First of all, that test at GN is not real life... it is an open stand. So air cooled cards throttle a lot faster, they do not maintain boost clocks. So we are talking about the temperature limit. W1z does a heavy burnup for cards for his own benches, these guys? Nope, I don't think so. Cards will start to throttle if the temps rise above 45C... that's a rule. That's how nvidia boost works.

So if the game is heavy and we are hitting the power limit. Eventually it will overwhelm the air cooler/case also and it will not work at maximum boost clock.

I am having more numbers like in this review. Compare water vs FE. It is the real boost you get. Nothing to scoff at. There are not many test having properly water-cooled vs air cooled card.

https://www.tomshardware.com/reviews/asus-rog-poseidon-gtx-1080-ti-platinum,5151-5.html

So I call that GN test bonkers, they are becoming yellow press lately. The difference is there if we game longer... those are not benchmark sessions, but hours we often tend to do.

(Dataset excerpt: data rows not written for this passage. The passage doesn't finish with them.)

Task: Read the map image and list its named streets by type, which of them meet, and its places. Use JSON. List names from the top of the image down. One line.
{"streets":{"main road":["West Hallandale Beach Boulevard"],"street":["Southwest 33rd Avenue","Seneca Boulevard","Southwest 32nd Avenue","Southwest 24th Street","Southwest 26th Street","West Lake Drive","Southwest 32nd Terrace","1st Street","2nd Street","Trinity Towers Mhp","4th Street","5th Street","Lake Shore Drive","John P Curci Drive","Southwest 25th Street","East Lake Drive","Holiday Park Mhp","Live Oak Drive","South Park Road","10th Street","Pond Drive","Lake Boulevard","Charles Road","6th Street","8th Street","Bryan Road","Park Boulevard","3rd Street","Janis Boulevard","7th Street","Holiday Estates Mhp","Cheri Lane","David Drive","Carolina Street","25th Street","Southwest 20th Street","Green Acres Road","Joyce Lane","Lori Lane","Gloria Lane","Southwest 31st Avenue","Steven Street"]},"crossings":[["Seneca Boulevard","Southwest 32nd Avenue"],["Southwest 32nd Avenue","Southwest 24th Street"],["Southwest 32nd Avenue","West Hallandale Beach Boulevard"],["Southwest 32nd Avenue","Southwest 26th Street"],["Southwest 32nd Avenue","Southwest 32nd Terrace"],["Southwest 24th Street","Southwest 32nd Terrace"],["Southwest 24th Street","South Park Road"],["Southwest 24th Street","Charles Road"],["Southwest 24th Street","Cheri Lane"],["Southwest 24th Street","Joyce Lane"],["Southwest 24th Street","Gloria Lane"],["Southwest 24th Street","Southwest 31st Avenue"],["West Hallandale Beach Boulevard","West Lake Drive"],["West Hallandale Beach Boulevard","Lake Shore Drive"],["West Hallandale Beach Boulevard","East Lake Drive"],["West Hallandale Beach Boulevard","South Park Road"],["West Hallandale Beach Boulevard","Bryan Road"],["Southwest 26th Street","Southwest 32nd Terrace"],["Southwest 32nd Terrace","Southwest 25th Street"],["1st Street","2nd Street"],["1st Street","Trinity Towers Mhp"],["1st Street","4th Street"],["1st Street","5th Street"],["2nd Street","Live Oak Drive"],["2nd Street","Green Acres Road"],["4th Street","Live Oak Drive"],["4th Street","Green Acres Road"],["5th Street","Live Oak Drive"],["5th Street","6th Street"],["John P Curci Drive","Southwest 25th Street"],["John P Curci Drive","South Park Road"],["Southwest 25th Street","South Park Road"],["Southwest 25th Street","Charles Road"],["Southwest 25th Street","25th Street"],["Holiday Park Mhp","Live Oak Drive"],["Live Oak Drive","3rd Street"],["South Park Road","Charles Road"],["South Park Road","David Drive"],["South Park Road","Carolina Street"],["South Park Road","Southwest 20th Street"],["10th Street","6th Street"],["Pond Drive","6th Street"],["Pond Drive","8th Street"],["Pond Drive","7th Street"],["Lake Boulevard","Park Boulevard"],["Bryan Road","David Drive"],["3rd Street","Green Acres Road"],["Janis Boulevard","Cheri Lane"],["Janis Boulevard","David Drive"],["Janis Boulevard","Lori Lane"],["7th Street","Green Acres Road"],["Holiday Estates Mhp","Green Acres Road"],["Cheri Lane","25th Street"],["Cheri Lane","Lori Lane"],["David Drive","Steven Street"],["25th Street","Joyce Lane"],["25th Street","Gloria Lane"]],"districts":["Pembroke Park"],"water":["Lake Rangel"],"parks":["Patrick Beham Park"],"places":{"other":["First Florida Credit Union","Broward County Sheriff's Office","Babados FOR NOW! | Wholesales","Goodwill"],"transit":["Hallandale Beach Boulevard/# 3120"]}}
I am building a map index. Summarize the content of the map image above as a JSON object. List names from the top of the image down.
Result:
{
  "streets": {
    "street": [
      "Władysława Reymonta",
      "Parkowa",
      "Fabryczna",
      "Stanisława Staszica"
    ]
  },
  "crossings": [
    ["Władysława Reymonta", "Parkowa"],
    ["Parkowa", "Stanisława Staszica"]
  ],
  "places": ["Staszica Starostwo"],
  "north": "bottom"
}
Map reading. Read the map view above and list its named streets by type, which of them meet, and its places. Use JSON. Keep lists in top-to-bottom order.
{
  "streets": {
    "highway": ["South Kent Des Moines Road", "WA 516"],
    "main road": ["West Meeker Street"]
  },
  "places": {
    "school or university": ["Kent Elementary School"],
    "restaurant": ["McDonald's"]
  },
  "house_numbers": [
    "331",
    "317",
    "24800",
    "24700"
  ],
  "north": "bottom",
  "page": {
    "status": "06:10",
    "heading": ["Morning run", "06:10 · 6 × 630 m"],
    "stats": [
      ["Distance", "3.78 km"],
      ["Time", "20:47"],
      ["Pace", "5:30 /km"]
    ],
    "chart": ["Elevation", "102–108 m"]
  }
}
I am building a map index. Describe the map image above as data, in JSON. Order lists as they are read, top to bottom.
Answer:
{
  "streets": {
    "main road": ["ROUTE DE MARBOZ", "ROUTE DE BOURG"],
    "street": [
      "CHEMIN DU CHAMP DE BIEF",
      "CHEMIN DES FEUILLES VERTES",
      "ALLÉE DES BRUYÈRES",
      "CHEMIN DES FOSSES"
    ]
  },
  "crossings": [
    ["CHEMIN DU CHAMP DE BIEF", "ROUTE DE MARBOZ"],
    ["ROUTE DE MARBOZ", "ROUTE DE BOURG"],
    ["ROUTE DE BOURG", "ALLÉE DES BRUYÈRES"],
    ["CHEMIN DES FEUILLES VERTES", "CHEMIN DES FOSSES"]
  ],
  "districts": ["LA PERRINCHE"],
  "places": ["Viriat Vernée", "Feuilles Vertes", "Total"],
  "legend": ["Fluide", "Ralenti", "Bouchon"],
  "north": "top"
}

I did unlock the power limit before putting water block to my cards. It would be stupid if not, especially if I know what I am doing. And I am doing it still old school since I had Voodoo cards. 980ti had the pleasure of having a bios tool rising the power limit, now we have to use older methods again.

If I need more power, demanding game, put the limit even more in AB so my card runs at stable 2085MHz and doesn't move from that spot at all. I didn't remove the power limiter completely, I added additional ~80W + the software limits(depends on the card, I have a FE). So eventually I squeeze the maximum of the card, I don't care for the bios limits.

If not I don't open afterburner and leave it like stock. Still I am faster vs air unless you enable jet engine mode. I am looking at real life scenario. So if you really are into OC, you need still water and properly thinking head and a pair of working arms growing from the right location not the usual one.  That's the first step. On air? No use really anymore.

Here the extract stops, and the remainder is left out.